Linear Models

Linear Regression

Model: y = X * w + b, or in augmented form y = X_aug * w where X_aug includes a bias column.

Goal: minimize the sum of squared residuals.

L(w) = ||y - Xw||^2 = (y - Xw)^T (y - Xw)

Normal Equation (Closed-Form Solution)

Set gradient to zero:

dL/dw = -2 X^T (y - Xw) = 0
w* = (X^T X)^{-1} X^T y

Time complexity: O(n * d^2 + d^3) where n = samples, d = features
Requires X^T X to be invertible (fails when features are collinear)
Practical for d < ~10,000

def normal_equation(X, y):
    # X: (n, d), y: (n,)
    return np.linalg.solve(X.T @ X, X.T @ y)

Gradient Descent

Iteratively update weights in the direction of steepest descent:

w_{t+1} = w_t - alpha * dL/dw
        = w_t - alpha * (-2/n) * X^T (y - X * w_t)

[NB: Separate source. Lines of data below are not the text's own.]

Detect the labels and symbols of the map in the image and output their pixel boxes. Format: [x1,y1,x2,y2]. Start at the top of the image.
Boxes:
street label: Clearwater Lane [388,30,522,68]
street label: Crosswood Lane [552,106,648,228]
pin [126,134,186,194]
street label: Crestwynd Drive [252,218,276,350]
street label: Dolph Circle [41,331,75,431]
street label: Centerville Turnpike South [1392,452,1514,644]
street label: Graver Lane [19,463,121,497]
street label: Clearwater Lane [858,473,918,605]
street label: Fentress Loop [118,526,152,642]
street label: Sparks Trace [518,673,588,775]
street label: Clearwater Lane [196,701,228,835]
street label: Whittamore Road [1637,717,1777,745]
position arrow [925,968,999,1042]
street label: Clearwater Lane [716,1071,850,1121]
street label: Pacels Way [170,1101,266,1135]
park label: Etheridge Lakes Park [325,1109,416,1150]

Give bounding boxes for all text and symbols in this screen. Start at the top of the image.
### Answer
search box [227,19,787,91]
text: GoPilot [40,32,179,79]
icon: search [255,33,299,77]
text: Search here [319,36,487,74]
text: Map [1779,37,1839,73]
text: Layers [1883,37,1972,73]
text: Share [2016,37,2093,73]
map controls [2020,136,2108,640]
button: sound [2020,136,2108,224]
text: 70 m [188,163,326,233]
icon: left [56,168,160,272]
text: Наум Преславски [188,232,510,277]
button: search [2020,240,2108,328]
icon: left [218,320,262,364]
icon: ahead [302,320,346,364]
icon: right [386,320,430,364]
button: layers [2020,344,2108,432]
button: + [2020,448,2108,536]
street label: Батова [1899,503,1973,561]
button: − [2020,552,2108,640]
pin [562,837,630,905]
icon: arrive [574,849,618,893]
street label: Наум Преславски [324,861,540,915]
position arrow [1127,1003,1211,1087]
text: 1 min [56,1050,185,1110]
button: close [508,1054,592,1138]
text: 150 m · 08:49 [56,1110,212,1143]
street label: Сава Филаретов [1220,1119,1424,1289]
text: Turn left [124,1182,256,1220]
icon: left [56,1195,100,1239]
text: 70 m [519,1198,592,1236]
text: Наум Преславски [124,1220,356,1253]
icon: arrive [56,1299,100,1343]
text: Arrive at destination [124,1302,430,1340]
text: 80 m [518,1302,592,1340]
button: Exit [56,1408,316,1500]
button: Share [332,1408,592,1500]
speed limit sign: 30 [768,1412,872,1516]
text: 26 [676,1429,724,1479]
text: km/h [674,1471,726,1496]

def gradient_descent(X, y, lr=0.01, epochs=1000):
    n, d = X.shape
    w = np.zeros(d)
    for _ in range(epochs):
        gradient = -(2/n) * X.T @ (y - X @ w)
        w -= lr * gradient
    return w

Variants:

Batch GD: full dataset per step (stable, slow for large n)
Stochastic GD: single sample per step (noisy, fast)
Mini-batch GD: batch of B samples (practical compromise, B=32..512)

Convergence Conditions

For convex quadratic loss with Hessian eigenvalues lambda_min, lambda_max:

Convergence guaranteed if: lr < 2 / lambda_max
Optimal fixed lr: 2 / (lambda_min + lambda_max)
Condition number: kappa = lambda_max / lambda_min  (higher = slower)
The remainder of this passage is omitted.